1. Bring the milk to a rolling boil and then lower flame to simmer.
2. Add 2 tbsp of the lime juice and stir gently.
You will find that the cheese starts separating from the whey. The whey needs to turn a clear, faint green. If it still seems milky, add some more lime juice. I needed the full 3 tbsp.
3. When the cheese has completely separated (should take about 2-3 mins on very low flame), turn off heat and pour into a colander lined with a cheese cloth or clean cotton cloth.
4. Gather the ends and squeeze tightly. Take care though, the chenna inside will be extremely hot. Run this under some cold water at the sink. This step is to remove the flavour the lime juice imparts to the cheese.
5. Tie the cloth ends to the tap and let the remaining whey and water drip off. I left it like this for about 30 mins.
6. Transfer the chenna into a wide bowl or plate and knead well with your fingertips.

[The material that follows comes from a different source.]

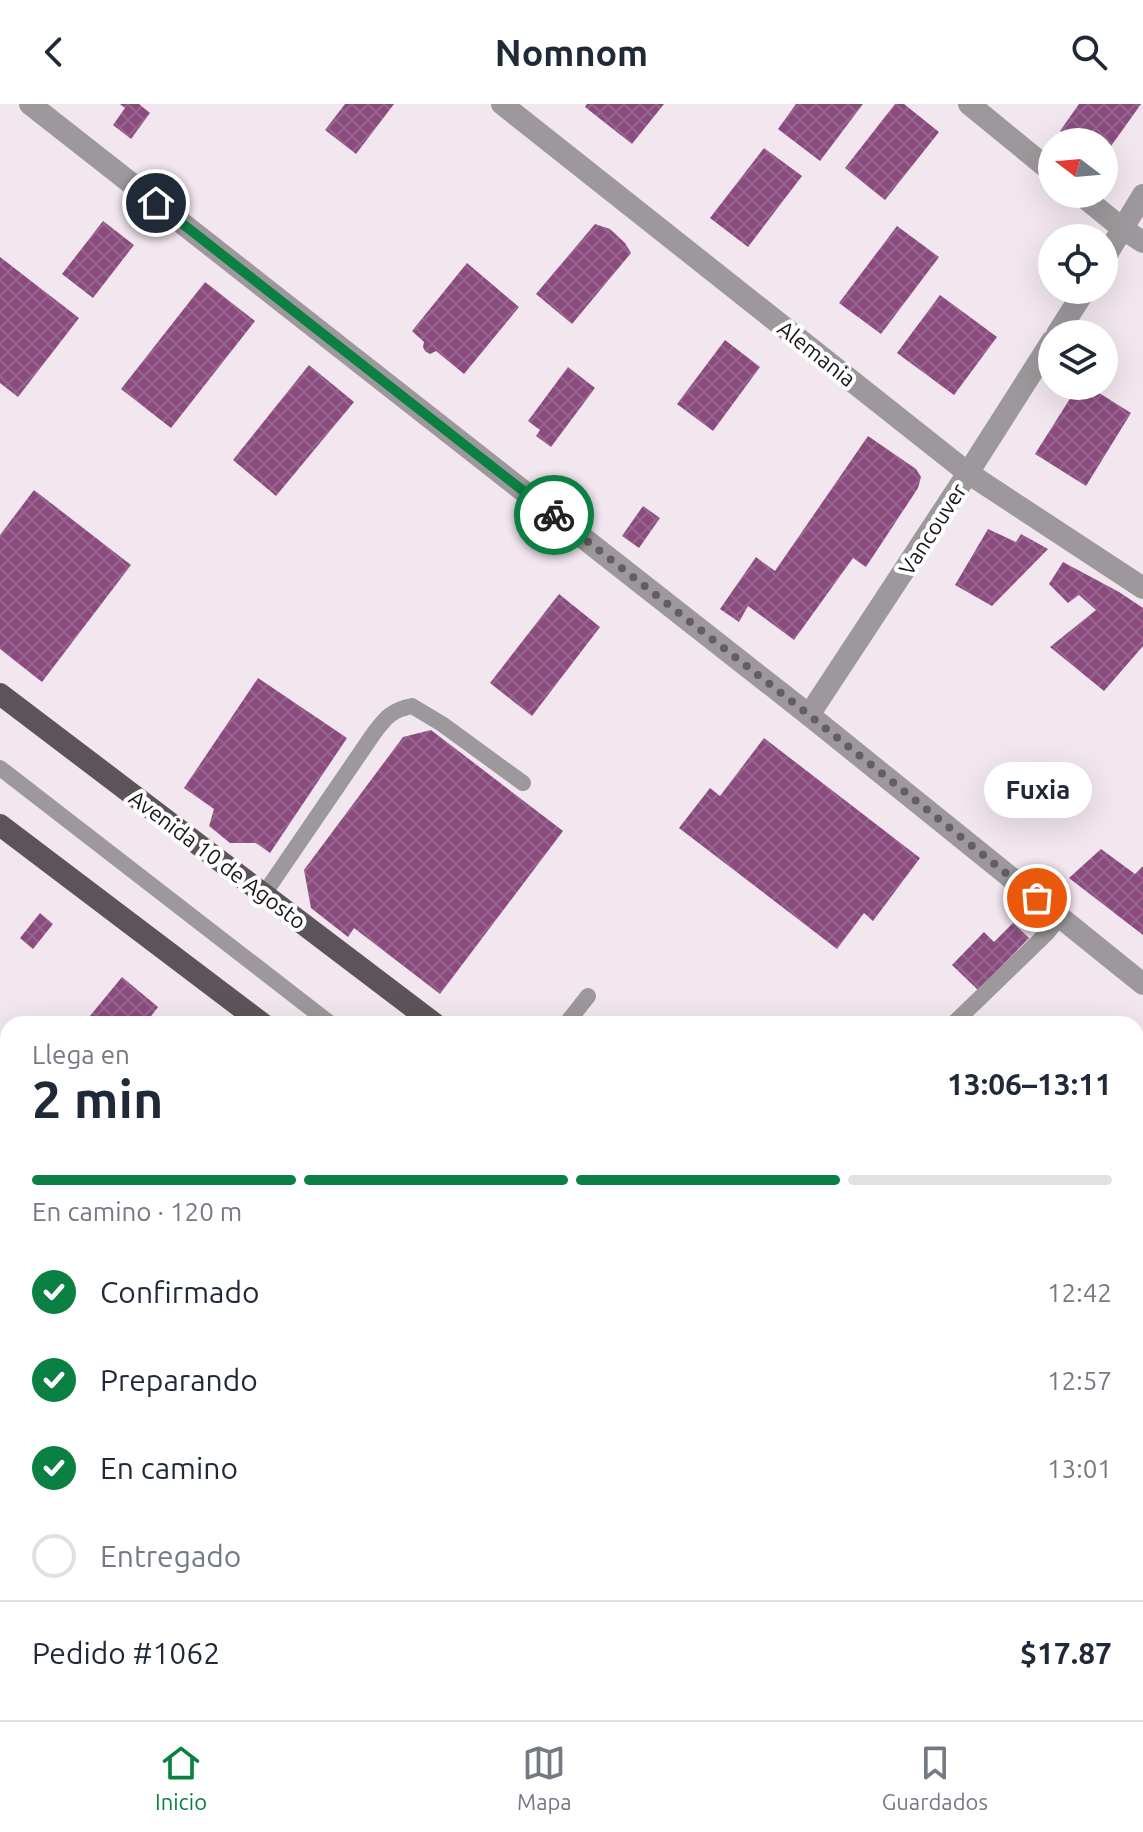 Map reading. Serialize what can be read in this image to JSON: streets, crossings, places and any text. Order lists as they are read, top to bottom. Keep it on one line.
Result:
{"streets":{"main road":["Avenida 10 de Agosto"],"street":["Alemania","Vancouver"]},"crossings":[["Alemania","Vancouver"]],"places":["Fuxia"],"north":"left","page":{"header":"Nomnom","bubble":"Fuxia","heading":["2 min","Llega en","13:06–13:11"],"panel":["Pedido #1062","$17.87"],"bar":"En camino · 120 m","list":[["Confirmado","12:42"],["Preparando","12:57"],["En camino","13:01"],"Entregado"],"tabs":["Inicio","Mapa","Guardados"]}}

The crumbliness will soon give way to a smooth consistency. The chenna won’t be sticky at any point. Gather together into a ball and proceed to make whatever sweet you have in mind for this Diwali festival season.
Ever since Anu gave me this tip, I had started using only buttermilk for separating milk to make paneer and chenna. I didn’t have any in hand this time so used lime juice. If you use buttermilk, there’s absolutely no other flavour in the chenna except the milkiness which would you expect. For 500 ml milk, I’d use about 1/4 to 1/3 cup buttermilk Use the chenna immediately in your sweets recipes. This channar payesh is a great way of using up fresh chenna.